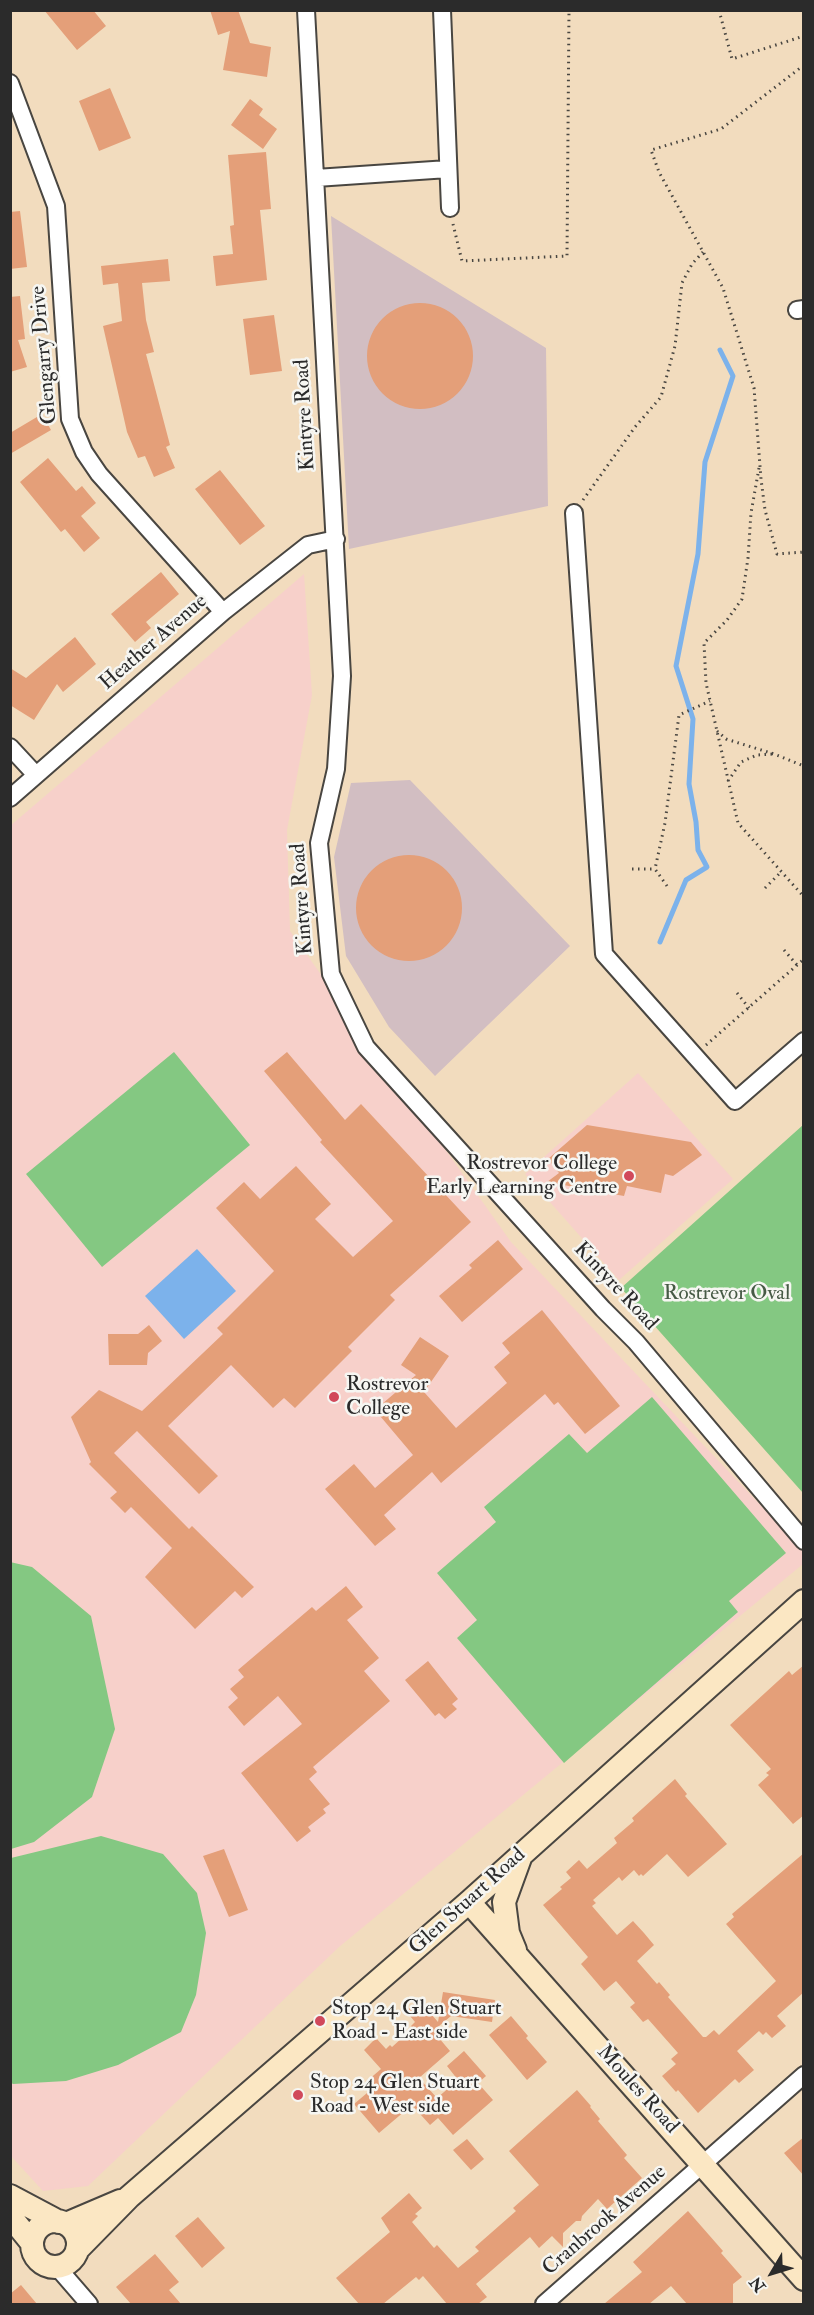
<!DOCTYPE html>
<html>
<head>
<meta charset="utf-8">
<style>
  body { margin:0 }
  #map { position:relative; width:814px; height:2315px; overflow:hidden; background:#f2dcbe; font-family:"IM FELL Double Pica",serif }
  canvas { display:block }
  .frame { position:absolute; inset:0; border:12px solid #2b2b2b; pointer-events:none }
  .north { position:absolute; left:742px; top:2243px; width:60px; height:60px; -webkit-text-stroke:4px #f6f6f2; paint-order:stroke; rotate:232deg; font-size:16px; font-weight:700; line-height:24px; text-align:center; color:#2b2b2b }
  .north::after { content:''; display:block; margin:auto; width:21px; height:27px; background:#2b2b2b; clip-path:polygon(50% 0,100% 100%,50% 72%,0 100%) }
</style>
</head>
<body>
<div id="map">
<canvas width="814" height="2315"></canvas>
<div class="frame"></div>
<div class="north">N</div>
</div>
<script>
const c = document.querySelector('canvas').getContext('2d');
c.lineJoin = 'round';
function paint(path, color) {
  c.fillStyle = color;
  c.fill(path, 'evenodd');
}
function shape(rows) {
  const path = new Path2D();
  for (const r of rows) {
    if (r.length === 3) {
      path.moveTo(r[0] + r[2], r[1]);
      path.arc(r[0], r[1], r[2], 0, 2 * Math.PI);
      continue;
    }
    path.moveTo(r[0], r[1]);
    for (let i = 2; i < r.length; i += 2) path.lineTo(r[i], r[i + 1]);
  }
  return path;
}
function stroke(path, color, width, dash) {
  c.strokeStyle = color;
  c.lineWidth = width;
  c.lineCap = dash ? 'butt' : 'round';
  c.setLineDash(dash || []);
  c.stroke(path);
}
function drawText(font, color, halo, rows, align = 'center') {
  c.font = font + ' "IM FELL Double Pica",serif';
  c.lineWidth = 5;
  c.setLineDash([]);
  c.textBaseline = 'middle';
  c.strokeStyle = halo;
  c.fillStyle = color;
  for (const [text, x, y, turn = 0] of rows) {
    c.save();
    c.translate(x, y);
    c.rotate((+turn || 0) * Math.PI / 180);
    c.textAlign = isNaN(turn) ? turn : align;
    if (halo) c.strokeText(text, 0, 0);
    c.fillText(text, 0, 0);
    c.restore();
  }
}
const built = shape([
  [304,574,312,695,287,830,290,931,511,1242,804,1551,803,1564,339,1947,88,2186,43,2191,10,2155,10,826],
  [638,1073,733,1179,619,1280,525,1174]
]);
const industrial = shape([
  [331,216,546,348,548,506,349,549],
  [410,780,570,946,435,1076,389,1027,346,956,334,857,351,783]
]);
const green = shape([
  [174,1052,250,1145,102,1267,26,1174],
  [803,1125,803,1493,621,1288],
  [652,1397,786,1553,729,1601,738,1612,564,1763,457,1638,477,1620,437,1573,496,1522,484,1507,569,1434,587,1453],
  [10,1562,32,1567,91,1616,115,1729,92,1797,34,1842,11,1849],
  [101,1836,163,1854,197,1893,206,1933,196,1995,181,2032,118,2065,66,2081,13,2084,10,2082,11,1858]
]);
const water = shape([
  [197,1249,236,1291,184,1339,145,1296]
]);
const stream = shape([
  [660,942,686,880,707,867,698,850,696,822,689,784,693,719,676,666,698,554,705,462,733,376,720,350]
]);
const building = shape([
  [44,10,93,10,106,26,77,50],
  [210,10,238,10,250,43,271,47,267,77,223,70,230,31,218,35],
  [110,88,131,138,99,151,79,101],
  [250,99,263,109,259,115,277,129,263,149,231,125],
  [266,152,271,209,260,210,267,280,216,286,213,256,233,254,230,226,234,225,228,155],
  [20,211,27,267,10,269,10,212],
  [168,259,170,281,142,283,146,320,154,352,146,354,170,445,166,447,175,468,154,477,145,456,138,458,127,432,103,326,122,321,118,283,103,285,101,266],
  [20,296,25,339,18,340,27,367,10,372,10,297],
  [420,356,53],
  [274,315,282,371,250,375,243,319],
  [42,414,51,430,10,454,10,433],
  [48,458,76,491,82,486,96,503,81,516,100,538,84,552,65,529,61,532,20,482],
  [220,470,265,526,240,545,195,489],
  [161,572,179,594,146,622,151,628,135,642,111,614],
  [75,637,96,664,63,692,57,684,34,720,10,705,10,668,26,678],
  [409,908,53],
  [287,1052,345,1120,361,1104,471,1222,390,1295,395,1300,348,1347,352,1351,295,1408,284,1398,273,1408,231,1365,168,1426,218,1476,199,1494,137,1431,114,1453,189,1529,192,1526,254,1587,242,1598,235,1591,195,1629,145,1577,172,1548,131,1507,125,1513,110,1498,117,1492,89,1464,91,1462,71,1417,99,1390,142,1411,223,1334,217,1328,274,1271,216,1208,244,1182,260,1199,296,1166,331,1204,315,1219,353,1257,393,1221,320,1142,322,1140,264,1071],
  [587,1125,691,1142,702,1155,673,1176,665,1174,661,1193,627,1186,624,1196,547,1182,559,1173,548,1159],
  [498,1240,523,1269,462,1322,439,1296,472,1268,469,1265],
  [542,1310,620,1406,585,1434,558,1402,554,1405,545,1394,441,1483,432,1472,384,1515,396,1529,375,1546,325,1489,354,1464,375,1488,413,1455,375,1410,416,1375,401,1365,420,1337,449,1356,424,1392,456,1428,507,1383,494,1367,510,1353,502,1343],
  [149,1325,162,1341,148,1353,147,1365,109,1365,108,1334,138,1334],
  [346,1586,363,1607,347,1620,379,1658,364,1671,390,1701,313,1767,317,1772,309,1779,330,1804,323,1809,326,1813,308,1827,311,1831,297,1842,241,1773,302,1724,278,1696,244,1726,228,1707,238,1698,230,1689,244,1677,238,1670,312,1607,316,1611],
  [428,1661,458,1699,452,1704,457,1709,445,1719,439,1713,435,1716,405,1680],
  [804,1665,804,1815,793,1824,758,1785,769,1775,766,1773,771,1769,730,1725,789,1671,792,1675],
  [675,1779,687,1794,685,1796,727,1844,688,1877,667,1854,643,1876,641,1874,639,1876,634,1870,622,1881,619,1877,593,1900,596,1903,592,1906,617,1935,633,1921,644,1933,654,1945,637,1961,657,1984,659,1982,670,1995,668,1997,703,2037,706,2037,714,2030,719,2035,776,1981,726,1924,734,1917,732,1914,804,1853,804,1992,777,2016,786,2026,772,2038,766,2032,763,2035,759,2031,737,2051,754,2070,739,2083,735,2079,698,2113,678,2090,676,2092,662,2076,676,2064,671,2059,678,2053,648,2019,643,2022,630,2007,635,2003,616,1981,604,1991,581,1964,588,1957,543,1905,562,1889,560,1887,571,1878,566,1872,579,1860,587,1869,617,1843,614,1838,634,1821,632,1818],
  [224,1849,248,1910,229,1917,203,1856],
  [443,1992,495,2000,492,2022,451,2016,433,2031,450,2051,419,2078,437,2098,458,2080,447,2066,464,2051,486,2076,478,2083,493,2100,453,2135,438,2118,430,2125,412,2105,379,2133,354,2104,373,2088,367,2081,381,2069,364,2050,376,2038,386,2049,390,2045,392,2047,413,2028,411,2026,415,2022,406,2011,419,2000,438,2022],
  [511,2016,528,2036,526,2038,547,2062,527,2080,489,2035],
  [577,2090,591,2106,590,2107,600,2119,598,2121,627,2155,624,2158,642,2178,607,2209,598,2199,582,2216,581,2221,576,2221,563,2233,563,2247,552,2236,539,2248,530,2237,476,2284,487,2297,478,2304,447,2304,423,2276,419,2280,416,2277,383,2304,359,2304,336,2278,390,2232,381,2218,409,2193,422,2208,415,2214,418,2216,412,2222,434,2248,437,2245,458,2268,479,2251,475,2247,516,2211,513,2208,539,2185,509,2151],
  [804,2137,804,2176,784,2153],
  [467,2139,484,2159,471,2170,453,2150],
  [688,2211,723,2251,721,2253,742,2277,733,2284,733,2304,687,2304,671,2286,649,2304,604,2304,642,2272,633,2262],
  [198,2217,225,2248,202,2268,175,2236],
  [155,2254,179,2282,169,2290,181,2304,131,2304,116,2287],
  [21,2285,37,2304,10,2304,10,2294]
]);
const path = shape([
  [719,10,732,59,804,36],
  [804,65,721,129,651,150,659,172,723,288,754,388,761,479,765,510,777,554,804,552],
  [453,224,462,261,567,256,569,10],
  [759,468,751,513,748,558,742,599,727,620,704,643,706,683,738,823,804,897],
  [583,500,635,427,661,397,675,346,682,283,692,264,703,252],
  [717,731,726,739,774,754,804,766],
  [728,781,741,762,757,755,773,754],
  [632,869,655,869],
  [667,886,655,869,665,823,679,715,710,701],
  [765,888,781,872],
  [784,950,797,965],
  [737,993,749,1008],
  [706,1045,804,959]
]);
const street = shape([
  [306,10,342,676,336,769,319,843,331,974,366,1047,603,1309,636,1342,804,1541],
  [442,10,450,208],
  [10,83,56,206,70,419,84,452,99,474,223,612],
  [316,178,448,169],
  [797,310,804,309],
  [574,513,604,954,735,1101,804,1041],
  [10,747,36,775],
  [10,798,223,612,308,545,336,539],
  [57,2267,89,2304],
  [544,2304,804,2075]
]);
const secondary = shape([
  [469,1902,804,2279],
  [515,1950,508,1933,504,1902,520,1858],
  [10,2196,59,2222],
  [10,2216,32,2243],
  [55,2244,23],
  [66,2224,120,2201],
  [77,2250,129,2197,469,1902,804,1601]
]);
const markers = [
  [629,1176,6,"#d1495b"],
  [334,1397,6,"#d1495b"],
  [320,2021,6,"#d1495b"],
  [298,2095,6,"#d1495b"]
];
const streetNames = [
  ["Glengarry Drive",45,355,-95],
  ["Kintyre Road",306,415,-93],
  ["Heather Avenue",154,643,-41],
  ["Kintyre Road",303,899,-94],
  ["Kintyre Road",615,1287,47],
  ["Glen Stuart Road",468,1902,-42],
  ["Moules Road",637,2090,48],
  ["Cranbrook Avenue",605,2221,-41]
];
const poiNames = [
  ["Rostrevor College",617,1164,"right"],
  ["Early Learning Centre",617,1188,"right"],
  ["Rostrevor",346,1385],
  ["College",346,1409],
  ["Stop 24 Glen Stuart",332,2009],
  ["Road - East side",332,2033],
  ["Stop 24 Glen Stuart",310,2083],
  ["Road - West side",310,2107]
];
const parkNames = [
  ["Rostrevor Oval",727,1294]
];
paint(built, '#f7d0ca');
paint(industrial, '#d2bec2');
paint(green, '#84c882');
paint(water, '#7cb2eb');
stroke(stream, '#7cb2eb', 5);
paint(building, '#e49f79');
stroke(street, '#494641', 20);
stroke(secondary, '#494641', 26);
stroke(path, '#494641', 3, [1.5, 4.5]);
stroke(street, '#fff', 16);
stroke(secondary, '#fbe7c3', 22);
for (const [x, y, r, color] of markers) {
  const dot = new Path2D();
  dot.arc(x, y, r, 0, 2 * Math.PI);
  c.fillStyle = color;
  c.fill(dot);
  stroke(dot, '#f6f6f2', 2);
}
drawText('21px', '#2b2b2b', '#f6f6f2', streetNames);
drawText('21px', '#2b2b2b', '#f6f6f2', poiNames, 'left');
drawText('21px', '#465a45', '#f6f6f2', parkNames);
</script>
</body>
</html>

EXERCISE OBJECTIVE: Look over the entries above and count the lines where the word "moveTo" appears, then report only that count.

OUTPUT BELOW: 2